Between Cienaga and Barranquilla there is a thin strip of land that separates a large lagoon (Ciénaga Grande de Santa Marta) and the Caribbean Sea. It’s so narrow that I could see both bodies of water as I rode way down the highway between the two cities. On either side, there was barrio after barrio of small homes, mostly defined by the limits of the water and land. This is Pueblo Viejo. It is a town that is deeply connected to the water, where most men make their living by fishing, either in the lagoon or ocean. Most women are homemakers, but others take the 45-minute bus ride into Santa Marta to work at a hotel or restaurant for the tourist industry there. The people here are no doubt poor, and they are strong. I was able to visit several different neighborhoods within the town and was an unexpected – and welcome – guest in many homes. Since I was traveling with Medical Ministry International during their eye project in Ciénaga, my local guide and I would stop and ask the first person we saw if there were people in the neighborhood with eye issues.

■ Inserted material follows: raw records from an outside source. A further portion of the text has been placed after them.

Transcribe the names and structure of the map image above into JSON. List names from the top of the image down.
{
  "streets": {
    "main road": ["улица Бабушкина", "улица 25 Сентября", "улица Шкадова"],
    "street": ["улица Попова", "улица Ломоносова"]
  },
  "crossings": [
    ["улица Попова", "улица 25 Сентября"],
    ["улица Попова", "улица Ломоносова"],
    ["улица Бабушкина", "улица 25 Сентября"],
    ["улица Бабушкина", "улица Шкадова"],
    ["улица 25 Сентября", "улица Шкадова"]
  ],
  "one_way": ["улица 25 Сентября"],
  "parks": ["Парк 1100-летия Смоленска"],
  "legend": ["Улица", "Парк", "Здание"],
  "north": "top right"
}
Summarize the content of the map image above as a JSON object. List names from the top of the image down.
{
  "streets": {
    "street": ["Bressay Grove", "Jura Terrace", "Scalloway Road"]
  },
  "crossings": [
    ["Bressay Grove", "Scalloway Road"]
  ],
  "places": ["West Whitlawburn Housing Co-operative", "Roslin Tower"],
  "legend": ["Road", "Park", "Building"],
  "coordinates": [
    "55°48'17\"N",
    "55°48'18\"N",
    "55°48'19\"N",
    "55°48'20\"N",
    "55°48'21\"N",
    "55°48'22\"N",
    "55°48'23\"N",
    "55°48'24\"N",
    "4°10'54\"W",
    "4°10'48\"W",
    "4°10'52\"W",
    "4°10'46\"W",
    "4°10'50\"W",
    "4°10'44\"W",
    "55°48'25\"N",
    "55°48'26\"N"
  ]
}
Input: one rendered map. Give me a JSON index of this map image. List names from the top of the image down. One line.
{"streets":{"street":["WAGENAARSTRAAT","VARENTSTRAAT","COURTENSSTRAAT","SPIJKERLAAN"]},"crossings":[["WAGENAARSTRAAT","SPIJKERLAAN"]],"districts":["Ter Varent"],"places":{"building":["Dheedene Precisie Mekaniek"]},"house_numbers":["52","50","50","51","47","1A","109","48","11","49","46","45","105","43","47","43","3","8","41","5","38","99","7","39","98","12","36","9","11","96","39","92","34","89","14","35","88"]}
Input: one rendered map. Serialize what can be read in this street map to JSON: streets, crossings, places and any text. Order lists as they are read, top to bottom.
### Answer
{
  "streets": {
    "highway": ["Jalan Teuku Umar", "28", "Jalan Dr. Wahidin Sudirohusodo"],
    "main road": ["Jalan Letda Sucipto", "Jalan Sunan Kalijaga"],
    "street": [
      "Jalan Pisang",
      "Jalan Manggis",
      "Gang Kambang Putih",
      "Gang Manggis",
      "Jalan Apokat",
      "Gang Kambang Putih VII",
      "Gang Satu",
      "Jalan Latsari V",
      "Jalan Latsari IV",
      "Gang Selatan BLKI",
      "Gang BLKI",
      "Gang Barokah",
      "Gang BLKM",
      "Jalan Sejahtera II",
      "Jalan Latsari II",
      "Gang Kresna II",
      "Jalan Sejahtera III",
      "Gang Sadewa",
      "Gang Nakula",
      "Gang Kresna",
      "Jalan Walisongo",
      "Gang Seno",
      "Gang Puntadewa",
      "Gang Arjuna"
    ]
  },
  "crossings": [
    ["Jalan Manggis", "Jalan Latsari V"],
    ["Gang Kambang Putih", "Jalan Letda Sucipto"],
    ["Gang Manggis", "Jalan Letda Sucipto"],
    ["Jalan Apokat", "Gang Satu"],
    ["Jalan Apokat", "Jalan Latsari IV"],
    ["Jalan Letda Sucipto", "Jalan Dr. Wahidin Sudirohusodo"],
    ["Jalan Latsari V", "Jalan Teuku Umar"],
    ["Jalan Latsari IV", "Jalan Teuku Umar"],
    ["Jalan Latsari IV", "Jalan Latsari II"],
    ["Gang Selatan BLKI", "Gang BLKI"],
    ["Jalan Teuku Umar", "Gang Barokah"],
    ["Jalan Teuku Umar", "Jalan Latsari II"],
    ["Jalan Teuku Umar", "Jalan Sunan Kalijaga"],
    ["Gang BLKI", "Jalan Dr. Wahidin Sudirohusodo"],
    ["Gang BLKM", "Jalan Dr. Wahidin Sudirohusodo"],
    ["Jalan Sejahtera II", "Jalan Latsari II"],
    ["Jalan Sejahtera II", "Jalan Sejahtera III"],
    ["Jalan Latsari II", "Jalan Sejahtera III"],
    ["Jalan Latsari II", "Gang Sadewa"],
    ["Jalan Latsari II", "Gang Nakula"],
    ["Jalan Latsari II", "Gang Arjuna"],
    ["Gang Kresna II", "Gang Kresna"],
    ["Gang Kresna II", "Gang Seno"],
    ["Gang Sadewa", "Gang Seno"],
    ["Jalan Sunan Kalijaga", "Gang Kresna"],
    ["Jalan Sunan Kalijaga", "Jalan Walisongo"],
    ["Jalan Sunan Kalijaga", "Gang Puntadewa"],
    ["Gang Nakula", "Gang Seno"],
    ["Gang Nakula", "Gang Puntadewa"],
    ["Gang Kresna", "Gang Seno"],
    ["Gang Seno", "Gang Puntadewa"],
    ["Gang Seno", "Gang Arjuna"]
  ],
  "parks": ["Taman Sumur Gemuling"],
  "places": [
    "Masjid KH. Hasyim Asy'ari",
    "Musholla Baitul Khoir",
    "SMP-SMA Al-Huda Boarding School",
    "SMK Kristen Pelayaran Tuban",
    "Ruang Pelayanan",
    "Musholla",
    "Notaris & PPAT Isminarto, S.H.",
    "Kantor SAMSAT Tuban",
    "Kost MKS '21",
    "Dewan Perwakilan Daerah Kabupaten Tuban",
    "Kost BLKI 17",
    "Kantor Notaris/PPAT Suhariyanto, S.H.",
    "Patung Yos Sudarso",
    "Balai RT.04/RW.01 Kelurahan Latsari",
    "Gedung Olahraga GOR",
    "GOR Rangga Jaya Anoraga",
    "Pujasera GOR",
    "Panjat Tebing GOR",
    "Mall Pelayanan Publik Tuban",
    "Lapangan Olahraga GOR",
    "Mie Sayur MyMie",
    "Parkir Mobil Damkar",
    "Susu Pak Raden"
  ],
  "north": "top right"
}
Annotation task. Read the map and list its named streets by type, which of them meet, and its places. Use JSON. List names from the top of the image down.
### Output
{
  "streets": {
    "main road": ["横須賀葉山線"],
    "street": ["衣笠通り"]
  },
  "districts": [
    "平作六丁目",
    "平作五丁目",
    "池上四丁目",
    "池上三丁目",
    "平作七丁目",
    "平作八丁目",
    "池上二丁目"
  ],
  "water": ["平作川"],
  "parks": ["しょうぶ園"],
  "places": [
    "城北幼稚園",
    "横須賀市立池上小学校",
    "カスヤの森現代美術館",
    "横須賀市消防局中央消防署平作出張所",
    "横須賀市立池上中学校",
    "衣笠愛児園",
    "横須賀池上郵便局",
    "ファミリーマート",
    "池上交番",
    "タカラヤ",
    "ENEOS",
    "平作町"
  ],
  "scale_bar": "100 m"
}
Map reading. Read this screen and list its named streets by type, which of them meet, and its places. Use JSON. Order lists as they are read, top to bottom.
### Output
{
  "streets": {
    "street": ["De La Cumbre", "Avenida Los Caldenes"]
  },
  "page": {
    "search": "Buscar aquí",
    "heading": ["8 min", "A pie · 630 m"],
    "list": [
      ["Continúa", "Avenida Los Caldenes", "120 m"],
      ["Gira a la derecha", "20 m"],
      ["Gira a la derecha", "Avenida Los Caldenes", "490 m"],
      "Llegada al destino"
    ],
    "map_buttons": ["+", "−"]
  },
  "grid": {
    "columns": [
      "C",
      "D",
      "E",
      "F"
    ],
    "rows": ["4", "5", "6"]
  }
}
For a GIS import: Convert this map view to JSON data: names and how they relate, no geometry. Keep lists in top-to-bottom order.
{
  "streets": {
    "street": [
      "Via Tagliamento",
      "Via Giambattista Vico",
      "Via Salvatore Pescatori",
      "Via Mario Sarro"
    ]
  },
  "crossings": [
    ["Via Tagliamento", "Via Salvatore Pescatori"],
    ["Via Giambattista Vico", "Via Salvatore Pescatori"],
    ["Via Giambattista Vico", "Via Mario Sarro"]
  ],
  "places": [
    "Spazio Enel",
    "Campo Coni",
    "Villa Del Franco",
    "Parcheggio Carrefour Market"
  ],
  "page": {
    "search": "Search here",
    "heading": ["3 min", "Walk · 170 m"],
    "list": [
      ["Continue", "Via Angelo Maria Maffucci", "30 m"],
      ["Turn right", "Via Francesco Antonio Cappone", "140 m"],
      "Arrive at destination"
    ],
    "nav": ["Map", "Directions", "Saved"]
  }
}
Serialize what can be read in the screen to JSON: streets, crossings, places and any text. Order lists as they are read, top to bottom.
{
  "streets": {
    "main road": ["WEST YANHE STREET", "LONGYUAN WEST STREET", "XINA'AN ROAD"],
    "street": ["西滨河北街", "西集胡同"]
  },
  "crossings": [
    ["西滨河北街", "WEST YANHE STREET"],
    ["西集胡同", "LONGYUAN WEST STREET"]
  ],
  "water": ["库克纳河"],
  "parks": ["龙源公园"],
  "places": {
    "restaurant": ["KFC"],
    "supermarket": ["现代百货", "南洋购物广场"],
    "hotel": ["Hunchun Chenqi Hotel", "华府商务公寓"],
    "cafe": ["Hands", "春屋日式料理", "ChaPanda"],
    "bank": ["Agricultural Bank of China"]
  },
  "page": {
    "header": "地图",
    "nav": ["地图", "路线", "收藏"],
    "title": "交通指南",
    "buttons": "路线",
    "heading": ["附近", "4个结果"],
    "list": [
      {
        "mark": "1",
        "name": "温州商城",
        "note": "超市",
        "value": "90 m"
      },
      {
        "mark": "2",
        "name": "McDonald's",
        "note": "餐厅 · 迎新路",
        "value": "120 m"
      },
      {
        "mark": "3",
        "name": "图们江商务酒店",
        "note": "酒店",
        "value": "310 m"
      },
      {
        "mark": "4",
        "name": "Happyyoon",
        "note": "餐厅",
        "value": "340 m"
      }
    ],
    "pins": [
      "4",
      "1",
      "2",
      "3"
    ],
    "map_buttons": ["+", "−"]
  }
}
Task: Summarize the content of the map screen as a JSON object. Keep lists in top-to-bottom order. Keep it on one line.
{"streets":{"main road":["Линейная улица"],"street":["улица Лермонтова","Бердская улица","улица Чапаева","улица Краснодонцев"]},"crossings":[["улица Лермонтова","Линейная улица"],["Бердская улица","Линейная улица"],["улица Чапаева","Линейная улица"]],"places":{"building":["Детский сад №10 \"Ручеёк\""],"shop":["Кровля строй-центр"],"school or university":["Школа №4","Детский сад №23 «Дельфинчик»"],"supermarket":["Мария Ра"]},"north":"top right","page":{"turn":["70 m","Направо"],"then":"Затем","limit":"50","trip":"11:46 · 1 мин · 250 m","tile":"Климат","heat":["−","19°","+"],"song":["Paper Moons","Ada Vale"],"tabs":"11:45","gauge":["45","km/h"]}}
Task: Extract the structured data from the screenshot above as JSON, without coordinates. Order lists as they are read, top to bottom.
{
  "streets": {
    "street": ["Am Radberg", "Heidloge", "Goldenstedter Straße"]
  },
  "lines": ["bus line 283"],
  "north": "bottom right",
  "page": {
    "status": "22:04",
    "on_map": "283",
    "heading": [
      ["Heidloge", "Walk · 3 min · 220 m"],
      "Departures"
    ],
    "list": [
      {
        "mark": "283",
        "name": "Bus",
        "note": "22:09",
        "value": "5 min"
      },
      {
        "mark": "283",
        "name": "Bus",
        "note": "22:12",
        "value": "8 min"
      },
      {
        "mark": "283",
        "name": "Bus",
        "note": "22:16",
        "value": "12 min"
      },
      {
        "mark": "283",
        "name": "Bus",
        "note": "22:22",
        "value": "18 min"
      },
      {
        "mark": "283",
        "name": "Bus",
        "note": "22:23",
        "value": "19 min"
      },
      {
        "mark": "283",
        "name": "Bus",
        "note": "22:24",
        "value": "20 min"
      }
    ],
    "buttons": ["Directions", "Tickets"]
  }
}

Inevitably doors opened. We met people who did not know we were in town, who had already been to the clinic or had come last year, or who just wanted to meet us and tell us their story.
The first barrio I visited was that of San Vicente, which was established in 2004 as a refuge for people who had been displaced from their homes from the violence that ravaged parts of the country in the early 2000’s. Most of the homes in this neighborhood were made of wood, and there were probably not any walls that did not let light through them. As I walked down a dirt road into the barrio, I couldn’t help but notice how brightly painted some of the homes, something that I would later note in every neighborhood I visited. One house was even wrapped completely in wrapping paper. It was what I took as an expression of pride in their homes, manifested in brightly painted walls, lace curtains, or ornate paper decorations. The colors and decor extended to the home interiors but found their limits there. Behind the homes, backyards with walkways that connected homes from different streets, revealed stagnant water, piecemeal walls, barren dirt, and discarded trash.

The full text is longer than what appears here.